AOC’s Chief-Of-Staff Wears T-Shirt Featuring Nazi Collaborator
(JTA) — The chief of staff for Rep. Alexandria Ocasio-Cortez, D-N.Y., is under fire for wearing a T-shirt bearing the image of a Nazi collaborator.
Saikat Chakrabarti is seen wearing the green shirt in a video that aired in December on NowThis News about Ocasio-Cortez’s surprise congressional victory the previous month.
The shirt features a sketch of Subhas Chandra Bose, a dissident Indian nationalist recognized by Adolf Hitler as the leader of the Free India Government. In exchange, Bose enlisted tens of thousands of Indian men to support the Japanese invasion of British India in 1944 and help fight the British in Europe for Hitler. The Indian Legion Bose raised for Germany trained as a regiment of the SS.
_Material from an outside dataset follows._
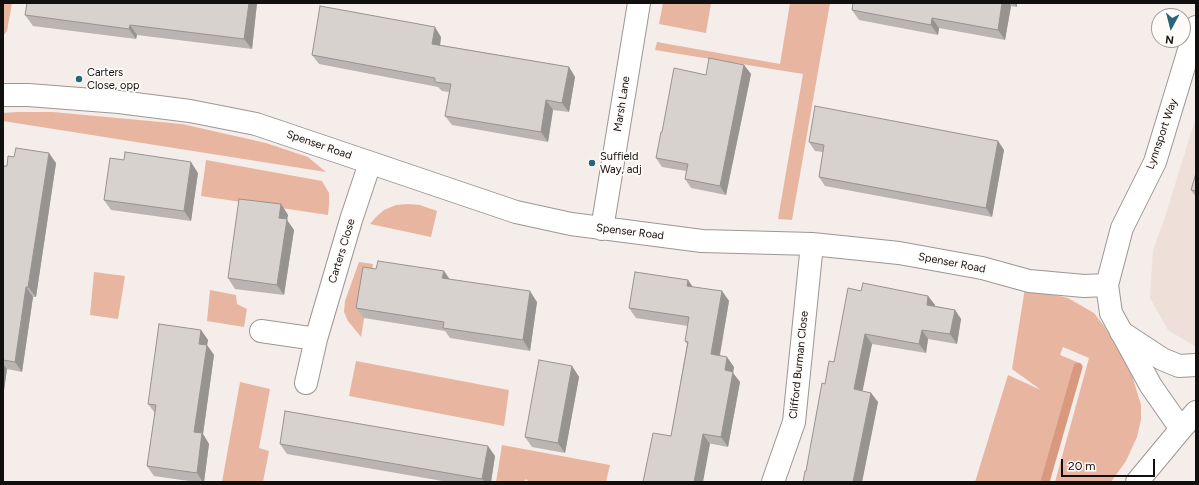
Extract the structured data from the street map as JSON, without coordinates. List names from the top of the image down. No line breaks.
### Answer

He also broadcast propaganda for Hitler on a radio network set up by Bose to encourage Indians to fight for freedom. Bose met with Hitler in Germany in 1942.
The T-shirt controversy comes days after Ocasio-Cortez quoted Evita Perón, the first lady of Argentina who was a Nazi sympathizer, in a tweet in response to news that President Donald Trump had compared the two women.
“I know that, like every woman of the people, I have more strength than I appear to have,” Ocasio-Cortez tweeted, quoting Peron. She wrote in a second tweet quoting her: “I had watched for many years and seen how a few rich families held much of Argentina’s wealth and power in their hands. So the government brought in an eight hour working day, sickness pay and fair wages to give poor workers a fair go.”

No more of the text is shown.